As shown in Fig. 5, taking the blasting vibration velocity prediction as an example, we compare the running time of the improved PSO-SVR on single node with the Spark cluster of four nodes. When the amount of data is small, the running time on single node is shorter than that on the Spark cluster. The reason is that the initialization, resource allocation, data transmission and nodes communication on Spark cluster. With the data increases, the running time on the Spark cluster is less than single node and their ratio is close to 1/3, thus we infer that the ratio can approach 1/4 when the data is very large. Since there is enough memory at single node, the running time is not affected by memory. But the running time is related to the size of the data and the number of processors. Therefore, the running time on single node linearly increases with the data increases. However, the running time on the Spark cluster tends to increase slowly because there are four nodes to execute tasks in parallel.

Fig. 5.
figure 5

The running time on single node and Spark cluster

5 Conclusion

Based on the real blasting data, the improved PSO algorithm is adopted to search for the best parameters of the SVR model, and the blasting vibration velocity, frequency and duration is predicted by the optimized SVR model. Results show that the relative prediction error of the improved PSO-SVR method is lower than the other methods. The experiment results also show that the parallel PSO-SVR algorithm on Spark cluster is more efficient than on single node.

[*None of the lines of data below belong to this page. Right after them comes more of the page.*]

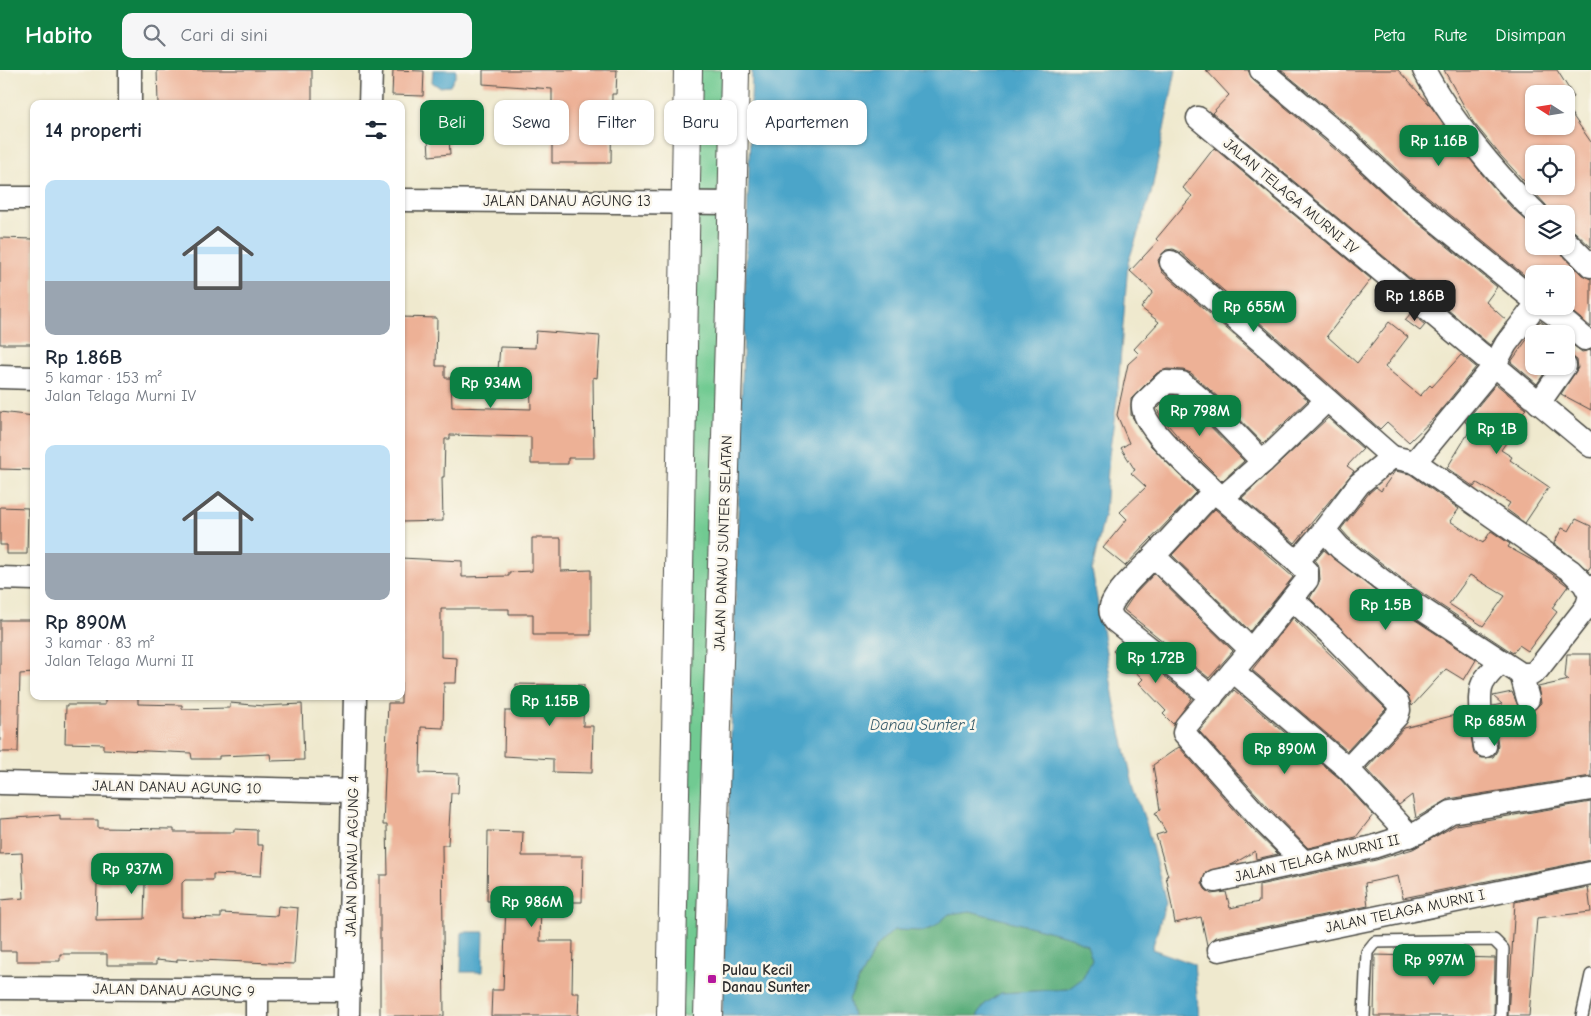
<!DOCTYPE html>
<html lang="id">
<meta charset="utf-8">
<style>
:root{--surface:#fff;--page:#f6f6f7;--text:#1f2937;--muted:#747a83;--accent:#0b8043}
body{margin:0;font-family:"Comic Neue",sans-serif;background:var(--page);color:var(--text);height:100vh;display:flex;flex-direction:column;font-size:19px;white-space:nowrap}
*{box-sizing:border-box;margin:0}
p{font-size:16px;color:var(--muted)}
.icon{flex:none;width:28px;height:28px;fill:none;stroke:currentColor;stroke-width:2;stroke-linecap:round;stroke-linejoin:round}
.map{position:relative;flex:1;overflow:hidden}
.drawer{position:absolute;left:30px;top:30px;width:375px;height:600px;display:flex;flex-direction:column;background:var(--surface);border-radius:10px;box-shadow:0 1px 4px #0004}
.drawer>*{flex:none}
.banner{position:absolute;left:420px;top:30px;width:475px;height:45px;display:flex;gap:10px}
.needle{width:32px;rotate:282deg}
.controls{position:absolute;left:1525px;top:15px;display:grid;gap:10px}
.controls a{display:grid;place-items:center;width:50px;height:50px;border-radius:10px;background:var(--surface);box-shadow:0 1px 4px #0004;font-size:25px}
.price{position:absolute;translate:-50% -42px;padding:0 11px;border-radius:10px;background:var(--accent);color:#fff;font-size:16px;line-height:32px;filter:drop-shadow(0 1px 2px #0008)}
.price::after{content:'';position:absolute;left:50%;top:30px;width:15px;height:11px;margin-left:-8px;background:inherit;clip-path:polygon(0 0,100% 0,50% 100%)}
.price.selected{background:#222;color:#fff}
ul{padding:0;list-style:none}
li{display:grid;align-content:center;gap:10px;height:265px;padding:0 15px}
li span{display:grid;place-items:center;height:155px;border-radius:10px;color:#555}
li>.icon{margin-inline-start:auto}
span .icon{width:90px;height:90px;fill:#fffc;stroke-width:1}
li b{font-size:21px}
h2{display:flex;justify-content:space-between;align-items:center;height:60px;padding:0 15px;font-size:21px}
.chip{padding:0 18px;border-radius:10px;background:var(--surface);box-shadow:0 1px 4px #0004;font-size:18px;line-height:45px}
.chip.selected{background:var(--accent);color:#fff}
header{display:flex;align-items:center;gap:30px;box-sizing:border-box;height:70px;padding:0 25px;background:var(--accent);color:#fff}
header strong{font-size:24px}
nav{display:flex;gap:28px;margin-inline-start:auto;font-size:18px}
.search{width:350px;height:45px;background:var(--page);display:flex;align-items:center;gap:12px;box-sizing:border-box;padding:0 18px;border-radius:10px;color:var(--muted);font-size:19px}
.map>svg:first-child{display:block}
.green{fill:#71ca92;stroke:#4e7a5e}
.forest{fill:#5cae7c;stroke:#446c54}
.water{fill:#4ca5c9;stroke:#3c687a}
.building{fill:#edb196;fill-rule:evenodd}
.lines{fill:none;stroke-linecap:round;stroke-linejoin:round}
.lane-casing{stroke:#484843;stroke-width:14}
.street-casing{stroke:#484843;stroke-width:25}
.secondary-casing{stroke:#484843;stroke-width:30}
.lane{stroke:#fff;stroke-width:11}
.street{stroke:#fff;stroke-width:22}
.secondary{stroke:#fff;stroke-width:28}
.poi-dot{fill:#b5179e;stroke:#fbf7ec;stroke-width:2}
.labels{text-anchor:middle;stroke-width:5;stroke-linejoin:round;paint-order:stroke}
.street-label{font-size:15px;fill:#2b2b2b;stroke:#fbf7ec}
.poi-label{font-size:15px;font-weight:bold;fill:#2b2b2b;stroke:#fbf7ec;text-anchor:start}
.water-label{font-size:16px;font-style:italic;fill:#385c6a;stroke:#fbf7ec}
</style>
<header>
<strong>Habito</strong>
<div class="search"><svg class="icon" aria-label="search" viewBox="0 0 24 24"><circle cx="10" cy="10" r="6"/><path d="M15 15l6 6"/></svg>Cari di sini</div>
<nav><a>Peta</a><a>Rute</a><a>Disimpan</a></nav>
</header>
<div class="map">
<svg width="1591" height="946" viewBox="0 0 1591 946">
<rect width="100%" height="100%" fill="#fbf7ec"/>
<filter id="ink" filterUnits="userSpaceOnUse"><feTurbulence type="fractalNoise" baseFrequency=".02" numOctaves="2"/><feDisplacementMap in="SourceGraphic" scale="10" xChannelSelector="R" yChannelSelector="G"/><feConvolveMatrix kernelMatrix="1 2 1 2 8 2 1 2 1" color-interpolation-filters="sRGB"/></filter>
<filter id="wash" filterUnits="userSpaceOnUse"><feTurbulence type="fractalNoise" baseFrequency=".0096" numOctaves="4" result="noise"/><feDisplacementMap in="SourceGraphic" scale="20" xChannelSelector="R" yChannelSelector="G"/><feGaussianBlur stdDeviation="1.12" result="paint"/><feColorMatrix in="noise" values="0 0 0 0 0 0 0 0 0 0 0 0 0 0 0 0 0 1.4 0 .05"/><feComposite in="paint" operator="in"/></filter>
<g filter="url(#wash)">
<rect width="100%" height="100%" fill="#efe9ce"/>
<polygon class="green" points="688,0 735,0 708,946 671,946"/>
<polygon class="forest" points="970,841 1071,867 1087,875 1092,890 1083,908 1068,919 1001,923 985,934 977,946 853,946 849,929 876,877 894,860 923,861 934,857 949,844"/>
<g class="water">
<polygon points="433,0 456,0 456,5 450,16 439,17 432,12"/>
<polygon points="752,0 1176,0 1151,124 1128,193 1117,330 1109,385 1105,442 1092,500 1115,635 1134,719 1146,753 1166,832 1152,879 1194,894 1199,946 977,946 985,934 1001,923 1068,919 1083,908 1092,890 1087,875 1071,867 970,841 949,844 934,857 923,861 894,860 876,877 849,929 853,946 722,946"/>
<polygon points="462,862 484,862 483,902 461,902"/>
</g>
<g id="blocks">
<g class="building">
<polygon points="157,0 312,0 312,34 158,34"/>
<polygon points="393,0 424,1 423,26 392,25"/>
<polygon points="483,0 617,0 616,24 612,24 611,93 552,93 552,19 483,14"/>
<polygon points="1206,0 1248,0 1253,10 1337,81 1393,132 1497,217 1486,232 1507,251 1490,275 1212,43 1229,25"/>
<polygon points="1281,0 1398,0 1429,34 1481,103 1512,138 1534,157 1534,176 1554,176 1582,205 1591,209 1591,257 1565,236 1566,204 1534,204 1534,213 1410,112 1355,61"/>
<path d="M1444,0H1557L1574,27L1566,32V24H1534V56H1566V36L1591,72V177L1575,162L1566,158V144H1550L1546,135L1501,86L1473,52ZM1534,84H1566V116H1534Z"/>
<polygon points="449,67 450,84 429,86 428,68"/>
<polygon points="1214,78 1371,209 1327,266 1357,293 1389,252 1408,267 1385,297 1420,326 1430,315 1432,317 1461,285 1476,297 1436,346 1409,372 1387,352 1380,359 1180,182 1173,179 1166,180 1158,190 1162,202 1308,330 1263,373 1219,328 1191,303 1183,300 1167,299 1157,303 1131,329 1131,345 1150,375 1196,422 1125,496 1103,478 1127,449 1120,442 1146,417 1131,403 1135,400 1121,378 1129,373 1117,345 1128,294 1139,284 1134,279 1159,252 1141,238 1153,222 1130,201 1158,171 1156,169 1192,126 1183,118"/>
<polygon points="0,168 34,169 34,274 0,274"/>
<polygon points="1411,243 1425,255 1420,261 1405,250"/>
<polygon points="401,247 437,248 436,296 445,296 445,308 451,308 452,337 531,339 530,302 498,300 500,277 535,278 536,261 600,266 597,308 593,307 594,388 568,388 568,394 531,394 531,367 450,365 450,369 445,369 444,407 442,407 443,451 401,452"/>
<polygon points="1540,251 1559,264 1534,264 1534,296 1549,296 1537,314 1511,292"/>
<polygon points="1566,270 1582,282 1591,280 1591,340 1561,324 1578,298 1577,290 1566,283"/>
<polygon points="1496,314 1526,339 1523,342 1526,344 1501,380 1512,387 1510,390 1549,417 1525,453 1506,439 1510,433 1477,413 1474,417 1447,398 1472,357 1465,352"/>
<polygon points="1171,325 1177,326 1201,347 1244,391 1222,411 1181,370 1161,347 1157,339"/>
<polygon points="0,342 34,346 34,400 0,399"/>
<polygon points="1328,348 1363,379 1347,396 1354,401 1295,473 1242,428"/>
<path d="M1395,401L1410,404L1459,439L1450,451L1483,473L1491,461L1510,474L1508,477L1537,493L1568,516L1552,538L1557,542L1528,581L1519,575L1513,583L1410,515L1349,468L1341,459L1369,423L1376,417L1381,421ZM1470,505L1505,526L1483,556L1449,534Z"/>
<polygon points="0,437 28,438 27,484 7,484 7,475 0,475"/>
<polygon points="1215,439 1293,507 1250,561 1172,485"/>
<polygon points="1576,449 1591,456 1591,496 1588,500 1554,473 1562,458 1569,461"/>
<polygon points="532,468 561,468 561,501 591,500 591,565 533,565 533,544 509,544 509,539 441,539 441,587 457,588 456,613 444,613 443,658 421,657 420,703 459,704 458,723 451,723 448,775 442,775 444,946 380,946 380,805 388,805 387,755 383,755 388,633 401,633 401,488 462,491 462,507 509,506 509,502 532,501"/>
<polygon points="1324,480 1394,536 1476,590 1464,610 1446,599 1412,636 1407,624 1310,528 1320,510 1319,497 1315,491"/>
<polygon points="1154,504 1233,581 1209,608 1124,540 1134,525"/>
<polygon points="1293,548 1386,639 1347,681 1252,600"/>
<polygon points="0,550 34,550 34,603 20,604 18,682 0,682"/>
<polygon points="1121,572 1192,628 1173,654 1163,644 1166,641 1139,613 1143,609 1113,581"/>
<polygon points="1567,584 1591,584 1591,706 1449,729 1416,748 1412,725 1399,735 1366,699 1404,658 1467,642 1474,684 1481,688 1493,687 1497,681 1498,675 1493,636 1502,634 1493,626 1512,622 1519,638 1524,642 1532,641 1541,633 1538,617 1569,610 1565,607"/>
<polygon points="516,614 584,615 583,656 593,656 592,703 553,702 553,689 504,686 505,641 516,641"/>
<polygon points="1234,620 1339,708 1373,745 1356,767 1308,778 1266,735 1199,661"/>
<polygon points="105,626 138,627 138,634 182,635 182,639 230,638 230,633 264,636 302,634 304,690 271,691 270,684 219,686 219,689 192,689 191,683 103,679 103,674 65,673 66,635 105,635"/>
<polygon points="1179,677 1246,753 1278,784 1256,789 1255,781 1233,794 1206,802 1202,813 1205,819 1211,824 1226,822 1230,838 1259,832 1259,815 1376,790 1413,779 1456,755 1591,732 1591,790 1403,828 1398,806 1365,813 1368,836 1216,867 1207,875 1201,847 1175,853 1166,806 1168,806 1156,765 1166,762 1155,743 1160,740 1153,695"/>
<path d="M60,745V750H98V758L174,759V762H234V759L257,760V775H263L261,806L213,804V810H185L182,813V847L221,848V843L277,846L278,836L298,838L294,894L177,889V892L156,890V895H107V884H60V891H16V881H0V830L24,828L22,783L0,784V749ZM97,814H145L144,849L96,850Z"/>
<polygon points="488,761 523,762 522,786 583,786 582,832 541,832 540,871 573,871 572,923 579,923 578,946 491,946 492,920 503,920 506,831 487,831"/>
<polygon points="1588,817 1591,842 1537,848 1529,946 1508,946 1515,832"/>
<polygon points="1375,885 1495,888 1494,946 1374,946"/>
</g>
</g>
</g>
<g filter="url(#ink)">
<use href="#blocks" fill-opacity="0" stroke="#484843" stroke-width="1"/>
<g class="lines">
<g class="lane-casing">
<g id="lane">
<polyline points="1364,946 1367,882 1375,872 1494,870 1503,879 1501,946"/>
<polyline points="1582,946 1591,905"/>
</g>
</g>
<g class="street-casing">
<g id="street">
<polyline points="1261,0 1346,71 1401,122 1534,230"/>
<path d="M1424,0C1450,49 1497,106 1537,144"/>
<polyline points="130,34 130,0"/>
<polyline points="370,34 371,0"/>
<polyline points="1198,48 1591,376"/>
<polyline points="0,128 34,128"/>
<polyline points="401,130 733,133"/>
<polyline points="1566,171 1591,196"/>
<polyline points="1171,192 1392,387"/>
<polyline points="1535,236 1506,274 1494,296 1415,392 1392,387 1359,414 1324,460 1340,478 1402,526 1521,604 1532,604 1538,599 1587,536 1591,538"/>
<polyline points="1542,236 1565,252 1585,269"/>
<polyline points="0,307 34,308"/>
<polyline points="1539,333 1565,296"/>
<polyline points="1263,392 1327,330"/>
<polyline points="1415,392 1571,501 1584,514 1590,525 1587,536"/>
<polyline points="1214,421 1297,492"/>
<path d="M1222,428L1263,392L1210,337L1182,313L1166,312L1143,334C1139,355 1198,405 1214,421L1154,486L1251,580"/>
<path d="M1154,486C1142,499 1117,520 1111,536C1109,542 1111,546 1115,551L1212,627"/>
<polyline points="0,508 34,509"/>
<polyline points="1292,529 1331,565 1398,633 1399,640 1397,646 1348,699"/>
<polyline points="1233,601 1348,699 1410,766"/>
<polyline points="1521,604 1528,629"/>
<path d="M1485,676C1483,661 1476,626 1483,613C1487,605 1495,598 1501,592"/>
<polyline points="0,713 353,721"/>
<polyline points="1303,791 1256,744 1184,663 1186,656 1251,580 1307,510 1307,502 1297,492 1324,460"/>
<polyline points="1215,811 1373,777 1419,762 1451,742 1591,719"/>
<polyline points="1219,880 1591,803"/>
<polyline points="0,918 349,920"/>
<polyline points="257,946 257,921"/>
<polyline points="348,946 355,626"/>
</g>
</g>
<g class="secondary-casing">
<g id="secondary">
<polyline points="671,946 688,0"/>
<polyline points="708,946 731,205 735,0"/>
</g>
</g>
<use href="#lane" class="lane"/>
<use href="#street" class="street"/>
<use href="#secondary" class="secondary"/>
</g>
</g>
<rect class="poi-dot" x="707" y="904" width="10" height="10" rx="2.5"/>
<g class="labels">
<g class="street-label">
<text transform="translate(1291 126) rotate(40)" y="5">JALAN TELAGA MURNI IV</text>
<text x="567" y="136">JALAN DANAU AGUNG 13</text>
<text transform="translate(723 473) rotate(-88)" y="5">JALAN DANAU SUNTER SELATAN</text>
<text transform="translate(177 717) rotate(1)" y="5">JALAN DANAU AGUNG 10</text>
<text transform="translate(352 786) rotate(-89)" y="5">JALAN DANAU AGUNG 4</text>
<text transform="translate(1317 788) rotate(-13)" y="5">JALAN TELAGA MURNI II</text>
<text transform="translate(1405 841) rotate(-12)" y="5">JALAN TELAGA MURNI I</text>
<text transform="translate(174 920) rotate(1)" y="5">JALAN DANAU AGUNG 9</text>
</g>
<g class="poi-label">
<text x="722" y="905">Pulau Kecil<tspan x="722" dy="17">Danau Sunter</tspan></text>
</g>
<g class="water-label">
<text x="923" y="660">Danau Sunter 1</text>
</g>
</g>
</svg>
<div class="controls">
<a><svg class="needle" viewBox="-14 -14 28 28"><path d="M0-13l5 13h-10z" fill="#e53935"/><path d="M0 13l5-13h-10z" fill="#747a83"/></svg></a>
<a><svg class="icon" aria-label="locate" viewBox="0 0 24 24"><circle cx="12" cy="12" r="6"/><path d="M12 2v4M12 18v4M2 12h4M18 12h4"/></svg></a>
<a><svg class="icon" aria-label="layers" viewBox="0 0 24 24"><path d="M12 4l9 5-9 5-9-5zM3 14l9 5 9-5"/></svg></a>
<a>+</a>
<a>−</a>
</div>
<b class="price" style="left:1439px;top:97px">Rp 1.16B</b>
<b class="price selected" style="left:1415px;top:252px">Rp 1.86B</b>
<b class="price" style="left:1254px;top:263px">Rp 655M</b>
<b class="price" style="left:491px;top:339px">Rp 934M</b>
<b class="price" style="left:1200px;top:367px">Rp 798M</b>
<b class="price" style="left:1497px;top:385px">Rp 1B</b>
<b class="price" style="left:1386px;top:561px">Rp 1.5B</b>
<b class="price" style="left:1156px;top:614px">Rp 1.72B</b>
<b class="price" style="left:550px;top:657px">Rp 1.15B</b>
<b class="price" style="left:1495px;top:677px">Rp 685M</b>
<b class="price" style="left:1285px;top:705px">Rp 890M</b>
<b class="price" style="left:132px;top:825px">Rp 937M</b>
<b class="price" style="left:532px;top:858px">Rp 986M</b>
<b class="price" style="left:1434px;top:916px">Rp 997M</b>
<div class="banner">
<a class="chip selected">Beli</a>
<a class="chip">Sewa</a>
<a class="chip">Filter</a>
<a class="chip">Baru</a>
<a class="chip">Apartemen</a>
</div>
<section class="drawer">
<h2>14 properti<svg class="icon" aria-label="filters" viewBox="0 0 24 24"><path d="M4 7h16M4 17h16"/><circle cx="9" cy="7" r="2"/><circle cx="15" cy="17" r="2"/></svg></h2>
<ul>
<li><span style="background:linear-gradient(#bfe0f5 65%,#9aa5b1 0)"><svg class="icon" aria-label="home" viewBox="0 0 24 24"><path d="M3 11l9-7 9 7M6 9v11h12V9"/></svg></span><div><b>Rp 1.86B</b><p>5 kamar · 153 m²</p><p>Jalan Telaga Murni IV</p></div></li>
<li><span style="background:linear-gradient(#bfe0f5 70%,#9aa5b1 0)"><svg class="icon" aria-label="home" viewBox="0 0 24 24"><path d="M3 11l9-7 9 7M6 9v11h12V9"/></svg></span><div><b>Rp 890M</b><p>3 kamar · 83 m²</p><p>Jalan Telaga Murni II</p></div></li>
</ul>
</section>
</div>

However, there are still some problems to be studied in the future. For example, the selection of parameters in the PSO algorithm need to be optimized, and the kernel function of SVR model can be combined with the blasting data and specific application. Since the data is usually stored in multiple data sources such as HDFS and Oracle database, we will study how to access diversity data more quickly from Spark platform.